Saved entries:
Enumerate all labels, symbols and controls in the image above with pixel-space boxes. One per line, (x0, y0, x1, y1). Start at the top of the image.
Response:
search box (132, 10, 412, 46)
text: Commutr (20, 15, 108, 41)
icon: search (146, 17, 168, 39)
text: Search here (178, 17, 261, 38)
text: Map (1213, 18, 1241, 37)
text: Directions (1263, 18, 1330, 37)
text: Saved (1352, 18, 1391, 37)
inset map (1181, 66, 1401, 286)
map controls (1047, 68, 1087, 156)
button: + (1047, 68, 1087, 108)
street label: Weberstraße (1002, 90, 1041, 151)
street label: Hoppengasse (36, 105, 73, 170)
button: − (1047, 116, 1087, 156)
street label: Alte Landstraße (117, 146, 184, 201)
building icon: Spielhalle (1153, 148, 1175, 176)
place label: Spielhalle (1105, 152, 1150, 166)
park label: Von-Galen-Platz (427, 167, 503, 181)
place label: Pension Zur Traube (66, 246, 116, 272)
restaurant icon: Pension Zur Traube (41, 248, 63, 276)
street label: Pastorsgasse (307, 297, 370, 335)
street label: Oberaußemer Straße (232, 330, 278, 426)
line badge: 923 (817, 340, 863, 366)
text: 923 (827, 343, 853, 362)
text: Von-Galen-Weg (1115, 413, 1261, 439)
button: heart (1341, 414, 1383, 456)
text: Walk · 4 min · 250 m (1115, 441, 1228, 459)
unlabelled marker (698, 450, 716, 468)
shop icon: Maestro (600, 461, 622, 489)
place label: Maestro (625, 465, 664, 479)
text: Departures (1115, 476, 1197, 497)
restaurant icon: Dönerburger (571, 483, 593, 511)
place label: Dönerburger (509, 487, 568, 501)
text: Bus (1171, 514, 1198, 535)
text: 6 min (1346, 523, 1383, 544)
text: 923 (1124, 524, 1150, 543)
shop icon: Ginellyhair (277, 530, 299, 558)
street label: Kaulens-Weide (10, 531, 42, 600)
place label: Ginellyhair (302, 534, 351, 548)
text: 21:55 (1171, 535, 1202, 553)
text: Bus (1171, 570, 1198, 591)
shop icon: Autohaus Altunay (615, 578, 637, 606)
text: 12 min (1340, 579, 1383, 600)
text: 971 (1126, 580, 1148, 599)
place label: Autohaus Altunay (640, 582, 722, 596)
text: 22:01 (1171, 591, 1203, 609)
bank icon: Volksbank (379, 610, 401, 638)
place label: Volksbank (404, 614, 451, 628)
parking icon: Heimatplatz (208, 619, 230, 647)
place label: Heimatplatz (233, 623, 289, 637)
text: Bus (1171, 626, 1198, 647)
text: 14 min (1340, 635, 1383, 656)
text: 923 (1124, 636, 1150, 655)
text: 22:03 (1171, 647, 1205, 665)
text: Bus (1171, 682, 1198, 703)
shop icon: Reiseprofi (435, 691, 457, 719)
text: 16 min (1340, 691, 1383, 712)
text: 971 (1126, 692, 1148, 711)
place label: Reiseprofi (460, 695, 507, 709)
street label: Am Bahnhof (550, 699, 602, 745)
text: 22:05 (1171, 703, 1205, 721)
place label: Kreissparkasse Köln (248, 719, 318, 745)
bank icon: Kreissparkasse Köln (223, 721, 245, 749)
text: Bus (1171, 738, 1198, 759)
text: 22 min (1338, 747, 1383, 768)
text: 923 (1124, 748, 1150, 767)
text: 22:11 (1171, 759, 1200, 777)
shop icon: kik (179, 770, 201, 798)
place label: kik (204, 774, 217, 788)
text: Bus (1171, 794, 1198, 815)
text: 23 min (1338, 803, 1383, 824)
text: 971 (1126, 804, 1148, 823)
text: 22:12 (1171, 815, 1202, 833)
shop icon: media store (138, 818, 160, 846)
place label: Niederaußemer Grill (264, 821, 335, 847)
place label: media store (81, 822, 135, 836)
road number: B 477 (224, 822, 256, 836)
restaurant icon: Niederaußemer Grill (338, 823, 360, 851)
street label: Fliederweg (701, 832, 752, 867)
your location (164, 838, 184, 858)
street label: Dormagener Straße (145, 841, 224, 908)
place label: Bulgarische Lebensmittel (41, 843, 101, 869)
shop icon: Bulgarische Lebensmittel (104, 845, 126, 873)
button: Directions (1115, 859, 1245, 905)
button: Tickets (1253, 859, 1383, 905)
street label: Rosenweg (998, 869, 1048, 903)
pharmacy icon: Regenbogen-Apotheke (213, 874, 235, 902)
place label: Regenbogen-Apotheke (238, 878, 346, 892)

**EXERCISE DIRECTIONS**:
In the entries above, find every line holding the word "Volksbank" and copy it out.

**RESPONSE TO THIS TASK**:
bank icon: Volksbank (379, 610, 401, 638)
place label: Volksbank (404, 614, 451, 628)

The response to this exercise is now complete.